Within the Federal Automated Vehicles Policy, the DOT classifies SAE Levels 0-2 and Levels 3-5 separately, the distinction lying with whether the driver or the vehicle is principally responsible for monitoring the driving environment. The DOT refers to SAE levels 3-5 as “highly automated vehicles” or HAVs which “can take full control of the driving task in at least some circumstances” (1, 2). A more simple classification method might be to break down vehicles possessing any level of autonomy into those that are semi-autonomous and those that are fully autonomous.

Semi-Autonomous

“Vehicles with advanced technology to communicate with external systems”, where primary driving responsibility falls to the driver (21). The driver must be available to resume full control of the vehicle in certain situations such as adverse weather or rugged terrain. Depending on the car manufacturer, specific semi-autonomous functions can vary by vehicle type and model and may include some of the following:

• Auto-parking/auto-pilot;
• Lane departure/blind spot warning;
• Forward collision warning;
• Pedestrian and bicyclists detection; and
• Traffic sign recognition.
  

  Source: USDOT

Fully Autonomous

After entering a destination into the navigation system, full operational control is performed by the vehicle, including monitoring of the driving environment. Vehicles are designed to perform all safety critical driving functions in place of a human driver. Also referred to as “driverless” or “self-driving” cars (21).

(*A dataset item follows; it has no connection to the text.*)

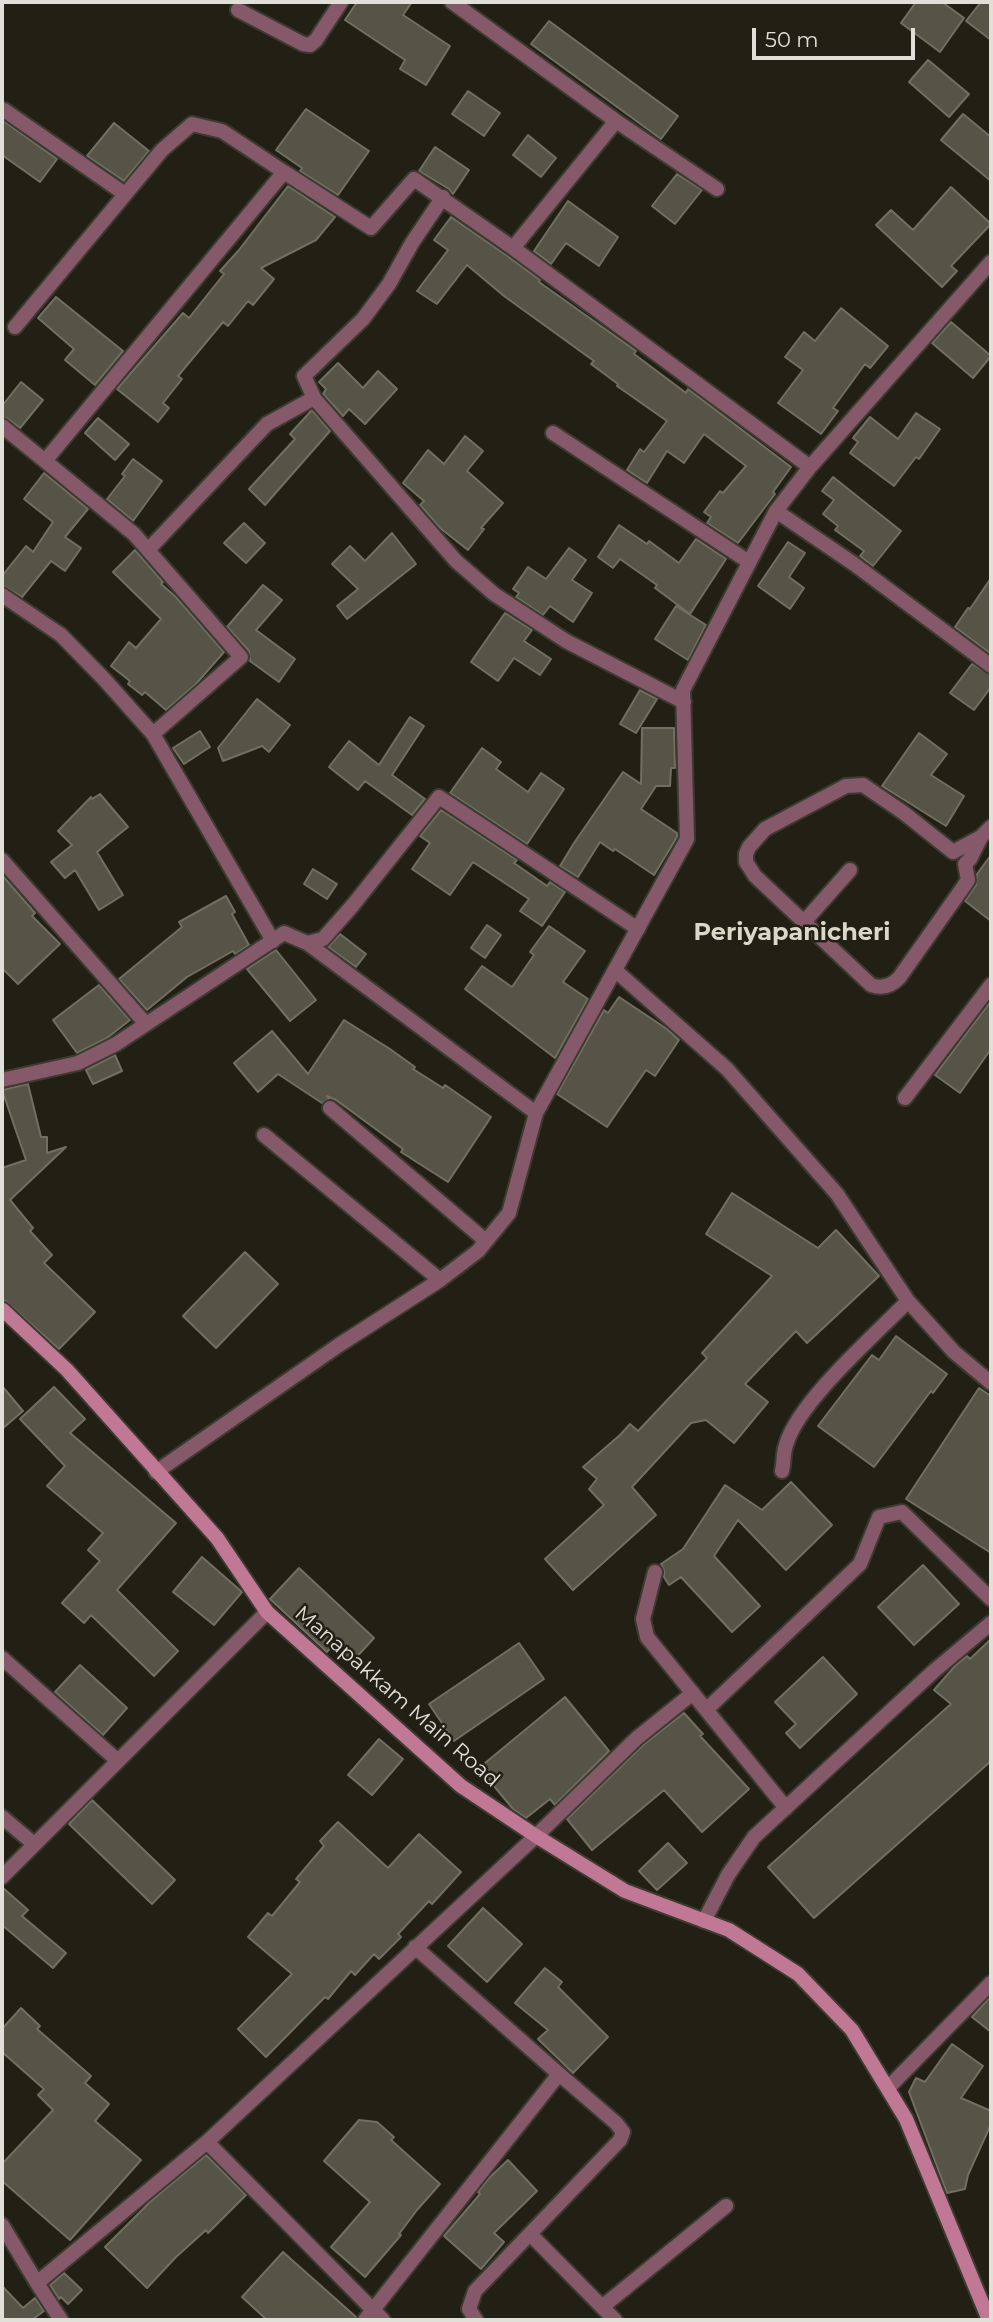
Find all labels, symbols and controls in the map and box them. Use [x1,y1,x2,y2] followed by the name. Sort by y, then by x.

Federal, State & Manufacturer Regulations

Within their policy, NHTSA covers the current federal and state regulations concerning autonomous vehicles in extensive detail. There is only a slight difference between the guidelines set forth for HAVs and vehicles with lower levels of automation, i.e. SAE levels 0-2. With greater automation capabilities, naturally comes stricter and more encompassing guidelines. Beyond the standards already set forth within the Federal Motor Vehicle Safety Standards, each state is “responsible for determining liability rules for HAVs and who (owner, operator, passenger, manufacturer, etc.) must carry insurance” (2). In addition, a jurisdictional committee, involving stake holders and the lead agency primarily responsible for vehicle testing (i.e. state DOT), should be established. For manufacturers of HAVs, NHTSA includes a set of 15 best practices for pre-deployment design and testing such as data recording and sharing procedures, vehicle cyber security and much more. NHTSA also reserves the right to issue recalls on new technology within the vehicles, should they find that it poses “an unreasonable risk to safety” (2). A safety assessment is requested from all manufacturers that is to include a detailed account of how the technology functions, and how closely the manufacturer followed NHTSA’s suggested best practices.

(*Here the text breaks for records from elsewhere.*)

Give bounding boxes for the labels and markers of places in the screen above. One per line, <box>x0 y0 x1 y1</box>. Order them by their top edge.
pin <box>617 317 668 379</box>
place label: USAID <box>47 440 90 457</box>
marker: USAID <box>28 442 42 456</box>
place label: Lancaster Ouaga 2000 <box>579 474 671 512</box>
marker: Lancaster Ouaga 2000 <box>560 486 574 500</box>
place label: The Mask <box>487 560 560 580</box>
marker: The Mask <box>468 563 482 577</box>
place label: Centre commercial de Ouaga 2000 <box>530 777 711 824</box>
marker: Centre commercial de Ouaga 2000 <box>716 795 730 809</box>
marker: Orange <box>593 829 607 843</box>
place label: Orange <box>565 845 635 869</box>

Click here to read NHTSA’s full Federal Automated Vehicles Policy.

Legislation

The National Conference of State Legislatures States that “each year, the number of states considering legislation related to autonomous vehicles has gradually increased” with 20 states introducing legislation in 2016 (24). The map below displays the eleven states, and D.C. who have enacted autonomous vehicle legislation as recently as February 2017. Currently, 26 states have bills pending that cover a wide range of topics like vehicle testing, requests for studies, and privacy of collected vehicle data. The state of Connecticut introduced two bills in January 2017, concerning the study and eventual testing of autonomous vehicles, both of which are still pending.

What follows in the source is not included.